September 8, 2018

WHAT ARE THE RISK FACTORS FOR ABSCESS DEVELOPMENT AMONG INJECTING DRUG USERS?

Risk Factors

In India, the drugs used by IDUs differ from one region to another. It is observed that in the Northeastern states, IDUs inject heroin (pure form) and at times when heroin is not available, they resort to injecting Dextropropoxyphene capsules.

In other parts of India, brown sugar (an impure form of heroin) mixed with water or a cocktail of various pharmaceutical drugs is injected. This cocktail contains buprenorphine either alone (which is an uncommon practice) or often mixed with benzodiazepines (e.g. Diazepam), pheniramine maleate (Avil) or promethazine (Phenergan). In some other places, pentazocine (Fortwin) alone or in combination with other sedatives/hypnotics is injected. It may be noticed that many of these drugs such as heroin, brown sugar or dextropropoxyphene capsules are not prepared in injectable form.
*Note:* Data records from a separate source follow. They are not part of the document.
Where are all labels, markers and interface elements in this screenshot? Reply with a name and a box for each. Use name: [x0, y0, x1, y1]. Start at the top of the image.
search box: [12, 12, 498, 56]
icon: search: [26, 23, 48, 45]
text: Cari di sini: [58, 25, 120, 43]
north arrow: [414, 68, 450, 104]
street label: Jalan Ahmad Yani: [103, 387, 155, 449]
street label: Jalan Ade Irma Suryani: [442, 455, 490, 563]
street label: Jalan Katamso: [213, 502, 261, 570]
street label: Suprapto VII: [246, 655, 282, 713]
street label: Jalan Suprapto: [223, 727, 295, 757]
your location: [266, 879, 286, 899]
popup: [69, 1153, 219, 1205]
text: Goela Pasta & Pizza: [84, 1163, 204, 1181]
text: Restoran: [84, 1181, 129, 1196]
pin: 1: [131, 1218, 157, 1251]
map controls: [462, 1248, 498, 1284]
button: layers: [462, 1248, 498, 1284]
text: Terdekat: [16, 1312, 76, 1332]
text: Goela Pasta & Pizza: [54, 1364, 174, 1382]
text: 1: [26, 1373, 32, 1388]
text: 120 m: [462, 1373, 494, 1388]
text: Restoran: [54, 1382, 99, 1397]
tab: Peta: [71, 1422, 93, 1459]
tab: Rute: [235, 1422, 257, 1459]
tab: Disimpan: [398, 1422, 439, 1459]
Injections are prepared in much more sterile conditions as compared to tablets/capsules. At the street level, these drugs are often mixed with adulterants, which can cause further irritation to the skin when injected. The capsules/tablets contain a number of inactive ingredients (such as starch, lactose, magnesium stearate) along with the active chemical, which is required to bind and dissolve the tablet/capsule. These adulterants/inactive ingredients can enter the vein during injecting and can cause abscesses.